Quebec can't find a municaplity that would be warm to the idea of having it's town be a port to export it. One place they were looking at was a breeding ground for Beluga whales and the government backed off after scientists said no no and environmentalist pressure. No municipality wants to be the port town.
New Brunswick may end up getting the exit port
The Irvings are against Energy East, so no way it ends in NB.
But I do genuinely believe that the PCs were not so much a place on the spectrum as power brokers under a big tent. And I don't see how that type of party survives when the tent is empty and the power is gone.
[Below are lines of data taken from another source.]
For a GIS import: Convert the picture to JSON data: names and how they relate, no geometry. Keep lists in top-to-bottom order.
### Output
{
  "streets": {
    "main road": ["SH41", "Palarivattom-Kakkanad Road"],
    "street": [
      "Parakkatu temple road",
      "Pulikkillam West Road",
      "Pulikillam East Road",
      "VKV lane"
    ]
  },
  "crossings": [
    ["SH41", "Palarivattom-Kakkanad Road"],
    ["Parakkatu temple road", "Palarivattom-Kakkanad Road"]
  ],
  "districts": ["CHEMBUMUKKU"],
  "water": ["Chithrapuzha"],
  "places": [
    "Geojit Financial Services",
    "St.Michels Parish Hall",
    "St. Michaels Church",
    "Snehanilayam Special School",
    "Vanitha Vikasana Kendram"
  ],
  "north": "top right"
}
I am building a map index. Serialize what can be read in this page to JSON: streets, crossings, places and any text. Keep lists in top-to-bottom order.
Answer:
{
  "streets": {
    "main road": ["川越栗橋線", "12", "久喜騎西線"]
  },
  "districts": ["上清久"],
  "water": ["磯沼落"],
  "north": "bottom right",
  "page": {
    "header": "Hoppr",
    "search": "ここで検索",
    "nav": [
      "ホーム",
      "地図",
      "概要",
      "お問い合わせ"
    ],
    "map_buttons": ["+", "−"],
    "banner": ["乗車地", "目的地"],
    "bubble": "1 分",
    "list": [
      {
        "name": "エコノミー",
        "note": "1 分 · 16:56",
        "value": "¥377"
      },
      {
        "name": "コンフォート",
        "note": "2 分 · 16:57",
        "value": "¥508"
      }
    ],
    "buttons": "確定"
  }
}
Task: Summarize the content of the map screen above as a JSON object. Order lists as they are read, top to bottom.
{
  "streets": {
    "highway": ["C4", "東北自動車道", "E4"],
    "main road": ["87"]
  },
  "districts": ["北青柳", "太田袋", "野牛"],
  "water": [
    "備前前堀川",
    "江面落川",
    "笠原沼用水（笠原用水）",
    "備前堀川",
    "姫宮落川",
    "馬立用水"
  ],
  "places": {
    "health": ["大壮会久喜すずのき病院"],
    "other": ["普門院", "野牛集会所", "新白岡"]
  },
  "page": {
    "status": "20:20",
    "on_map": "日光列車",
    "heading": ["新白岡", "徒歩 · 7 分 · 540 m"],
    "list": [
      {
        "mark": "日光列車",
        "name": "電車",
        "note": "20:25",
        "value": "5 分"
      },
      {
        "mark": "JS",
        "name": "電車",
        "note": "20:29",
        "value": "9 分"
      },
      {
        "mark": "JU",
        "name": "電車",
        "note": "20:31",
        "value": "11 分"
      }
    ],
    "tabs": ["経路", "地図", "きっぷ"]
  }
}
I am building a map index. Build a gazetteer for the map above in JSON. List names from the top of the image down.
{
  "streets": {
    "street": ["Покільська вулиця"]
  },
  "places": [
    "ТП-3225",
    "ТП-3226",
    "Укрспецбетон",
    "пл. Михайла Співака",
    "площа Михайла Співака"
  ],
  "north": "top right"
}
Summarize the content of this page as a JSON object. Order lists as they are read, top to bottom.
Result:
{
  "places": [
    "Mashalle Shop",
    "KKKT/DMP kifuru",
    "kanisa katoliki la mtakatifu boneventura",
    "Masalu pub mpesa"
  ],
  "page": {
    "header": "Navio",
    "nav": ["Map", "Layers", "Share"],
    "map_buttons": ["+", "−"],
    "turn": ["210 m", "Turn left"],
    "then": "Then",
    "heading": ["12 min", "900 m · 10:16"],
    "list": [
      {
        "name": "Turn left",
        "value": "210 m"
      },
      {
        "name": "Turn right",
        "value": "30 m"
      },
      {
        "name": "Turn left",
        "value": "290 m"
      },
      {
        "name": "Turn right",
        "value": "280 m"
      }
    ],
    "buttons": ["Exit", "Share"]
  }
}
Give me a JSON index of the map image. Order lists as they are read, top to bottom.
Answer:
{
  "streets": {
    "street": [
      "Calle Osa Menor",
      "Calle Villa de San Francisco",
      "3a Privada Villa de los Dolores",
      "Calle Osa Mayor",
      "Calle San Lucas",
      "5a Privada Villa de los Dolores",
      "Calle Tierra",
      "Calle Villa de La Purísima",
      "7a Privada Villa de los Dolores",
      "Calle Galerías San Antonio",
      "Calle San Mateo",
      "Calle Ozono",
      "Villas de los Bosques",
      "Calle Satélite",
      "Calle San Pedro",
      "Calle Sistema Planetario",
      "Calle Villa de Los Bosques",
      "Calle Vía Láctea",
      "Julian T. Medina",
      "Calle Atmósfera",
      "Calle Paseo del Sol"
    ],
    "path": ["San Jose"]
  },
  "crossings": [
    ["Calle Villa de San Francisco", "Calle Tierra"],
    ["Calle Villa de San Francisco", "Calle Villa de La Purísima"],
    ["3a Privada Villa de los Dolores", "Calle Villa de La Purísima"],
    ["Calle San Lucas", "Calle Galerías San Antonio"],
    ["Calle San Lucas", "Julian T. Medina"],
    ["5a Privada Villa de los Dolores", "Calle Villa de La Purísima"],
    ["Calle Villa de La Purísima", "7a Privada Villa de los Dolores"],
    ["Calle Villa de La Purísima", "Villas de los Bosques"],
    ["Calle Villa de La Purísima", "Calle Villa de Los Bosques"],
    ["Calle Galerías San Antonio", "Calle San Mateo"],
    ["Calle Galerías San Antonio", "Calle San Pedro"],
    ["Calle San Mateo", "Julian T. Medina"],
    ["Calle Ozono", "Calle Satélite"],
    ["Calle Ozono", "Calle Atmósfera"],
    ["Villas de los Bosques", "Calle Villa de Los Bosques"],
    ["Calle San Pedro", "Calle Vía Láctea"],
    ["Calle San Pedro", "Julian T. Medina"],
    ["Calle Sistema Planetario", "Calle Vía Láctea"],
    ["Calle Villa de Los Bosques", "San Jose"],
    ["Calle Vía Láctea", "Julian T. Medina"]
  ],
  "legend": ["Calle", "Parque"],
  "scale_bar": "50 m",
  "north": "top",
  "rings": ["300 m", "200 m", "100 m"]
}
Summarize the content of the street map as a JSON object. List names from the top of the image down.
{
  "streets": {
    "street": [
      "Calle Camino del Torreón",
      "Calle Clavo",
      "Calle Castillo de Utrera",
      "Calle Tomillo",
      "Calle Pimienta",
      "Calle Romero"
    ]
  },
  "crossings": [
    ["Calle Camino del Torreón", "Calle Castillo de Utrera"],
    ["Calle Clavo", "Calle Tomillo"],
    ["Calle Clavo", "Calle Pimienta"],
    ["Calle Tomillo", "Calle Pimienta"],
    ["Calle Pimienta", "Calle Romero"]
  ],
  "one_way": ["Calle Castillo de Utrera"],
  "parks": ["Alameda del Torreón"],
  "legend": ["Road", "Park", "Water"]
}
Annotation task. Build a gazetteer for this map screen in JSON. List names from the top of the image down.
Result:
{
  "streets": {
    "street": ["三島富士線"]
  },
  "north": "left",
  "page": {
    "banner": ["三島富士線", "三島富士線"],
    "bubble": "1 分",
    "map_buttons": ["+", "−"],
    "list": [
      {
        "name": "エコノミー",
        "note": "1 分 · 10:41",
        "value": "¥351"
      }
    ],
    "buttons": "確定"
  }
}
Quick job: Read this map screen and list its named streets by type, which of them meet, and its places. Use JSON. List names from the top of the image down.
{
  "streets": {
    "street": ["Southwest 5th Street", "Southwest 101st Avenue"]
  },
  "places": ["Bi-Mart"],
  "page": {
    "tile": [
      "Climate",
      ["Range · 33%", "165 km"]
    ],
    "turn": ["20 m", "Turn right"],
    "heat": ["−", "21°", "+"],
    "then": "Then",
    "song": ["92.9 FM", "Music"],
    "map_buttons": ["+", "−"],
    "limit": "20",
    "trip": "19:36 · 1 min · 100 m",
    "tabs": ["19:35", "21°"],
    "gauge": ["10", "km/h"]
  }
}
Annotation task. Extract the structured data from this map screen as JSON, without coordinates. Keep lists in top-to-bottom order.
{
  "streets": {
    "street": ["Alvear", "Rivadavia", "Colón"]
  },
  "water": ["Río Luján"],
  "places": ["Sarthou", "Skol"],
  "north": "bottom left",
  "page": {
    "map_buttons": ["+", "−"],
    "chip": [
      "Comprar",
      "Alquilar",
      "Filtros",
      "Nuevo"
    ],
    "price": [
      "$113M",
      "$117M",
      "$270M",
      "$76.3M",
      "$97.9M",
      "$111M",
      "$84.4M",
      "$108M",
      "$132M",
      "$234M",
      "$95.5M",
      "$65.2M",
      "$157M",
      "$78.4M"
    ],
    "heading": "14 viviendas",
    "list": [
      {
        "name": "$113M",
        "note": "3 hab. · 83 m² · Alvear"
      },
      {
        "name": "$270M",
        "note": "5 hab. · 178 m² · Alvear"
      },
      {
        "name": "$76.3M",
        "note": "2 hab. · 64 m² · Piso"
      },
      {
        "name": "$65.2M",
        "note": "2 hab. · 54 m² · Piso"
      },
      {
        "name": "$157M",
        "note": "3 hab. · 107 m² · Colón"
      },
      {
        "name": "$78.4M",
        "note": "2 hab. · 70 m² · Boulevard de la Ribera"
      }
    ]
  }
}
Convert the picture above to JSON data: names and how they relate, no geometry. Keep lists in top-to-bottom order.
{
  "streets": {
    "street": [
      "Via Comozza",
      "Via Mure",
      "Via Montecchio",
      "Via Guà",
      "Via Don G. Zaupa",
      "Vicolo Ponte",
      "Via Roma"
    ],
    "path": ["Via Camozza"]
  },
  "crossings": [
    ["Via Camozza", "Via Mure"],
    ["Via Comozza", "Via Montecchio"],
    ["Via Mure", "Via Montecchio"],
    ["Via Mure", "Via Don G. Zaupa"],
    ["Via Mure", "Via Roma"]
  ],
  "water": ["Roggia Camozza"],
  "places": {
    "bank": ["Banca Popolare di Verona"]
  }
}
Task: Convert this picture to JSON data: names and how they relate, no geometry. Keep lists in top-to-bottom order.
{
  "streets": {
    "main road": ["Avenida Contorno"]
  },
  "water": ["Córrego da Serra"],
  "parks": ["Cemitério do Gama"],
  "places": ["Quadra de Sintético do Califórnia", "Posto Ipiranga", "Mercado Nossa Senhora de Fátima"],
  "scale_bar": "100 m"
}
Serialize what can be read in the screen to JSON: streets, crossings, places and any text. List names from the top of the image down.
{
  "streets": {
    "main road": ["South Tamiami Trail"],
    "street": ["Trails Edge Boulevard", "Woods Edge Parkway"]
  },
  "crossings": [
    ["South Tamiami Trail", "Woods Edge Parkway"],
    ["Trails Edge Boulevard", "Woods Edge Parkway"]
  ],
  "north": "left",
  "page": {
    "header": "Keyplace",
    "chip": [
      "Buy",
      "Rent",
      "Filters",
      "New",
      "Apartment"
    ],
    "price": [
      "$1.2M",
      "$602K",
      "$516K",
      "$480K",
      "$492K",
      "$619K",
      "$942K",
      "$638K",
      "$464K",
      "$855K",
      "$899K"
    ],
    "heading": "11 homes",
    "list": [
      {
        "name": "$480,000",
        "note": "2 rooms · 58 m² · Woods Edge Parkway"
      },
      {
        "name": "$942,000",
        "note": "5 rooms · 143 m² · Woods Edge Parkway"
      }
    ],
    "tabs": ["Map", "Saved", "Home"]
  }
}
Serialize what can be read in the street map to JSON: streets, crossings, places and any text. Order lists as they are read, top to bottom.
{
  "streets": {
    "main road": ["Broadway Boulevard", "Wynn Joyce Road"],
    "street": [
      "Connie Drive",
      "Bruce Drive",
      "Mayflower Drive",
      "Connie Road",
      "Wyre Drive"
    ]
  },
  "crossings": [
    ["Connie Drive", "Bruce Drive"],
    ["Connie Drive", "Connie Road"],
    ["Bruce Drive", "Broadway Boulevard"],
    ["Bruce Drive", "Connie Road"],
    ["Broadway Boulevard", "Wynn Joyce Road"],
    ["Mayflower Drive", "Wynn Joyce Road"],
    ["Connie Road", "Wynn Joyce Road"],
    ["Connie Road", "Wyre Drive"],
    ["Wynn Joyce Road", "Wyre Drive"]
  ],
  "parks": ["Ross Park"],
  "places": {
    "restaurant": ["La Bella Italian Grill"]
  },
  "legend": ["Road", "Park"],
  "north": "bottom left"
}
If Alberta history is any guide, they're screwed. Looking next door, the BC SoCred example (in power for 30 years, then they vanished) also makes it look pretty dire for them. And the Union Nationale in Quebec had an equally bleak outcome, though in their case they were so tied to Duplessis that there's a pretty big difference.
There are some positive examples, though. The Liberals were on the losing end of two of the largest majorities in history (Diefenbaker in 1958 and Mulroney in 1984), but they came back as big tent parties. Provincially, the Ontario Tories, too, came back after being in power forever (as the Big Blue Machine) & losing...though they came back as a hard-right party, which may have screwed them over in the long run, since now the party just keeps going more and more to the right and getting further and further away from power. And in Saskatchewan, the CCF -- not really a big tent party in the sense of the Big Red/Blue Machine or the AB Tories, but they lasted forever as a political dynasty, so there are some similarities -- was able to stay relevant after losing, then come back as the NDP and become another dynasty. They're being killed by Wall now, but I think they'll come back eventually.
So...yeah. I'm buying into your thinking, that the Wildrose will overtake/succeed the PCs, but it's not out of the realm of possibility that they stick around and come back.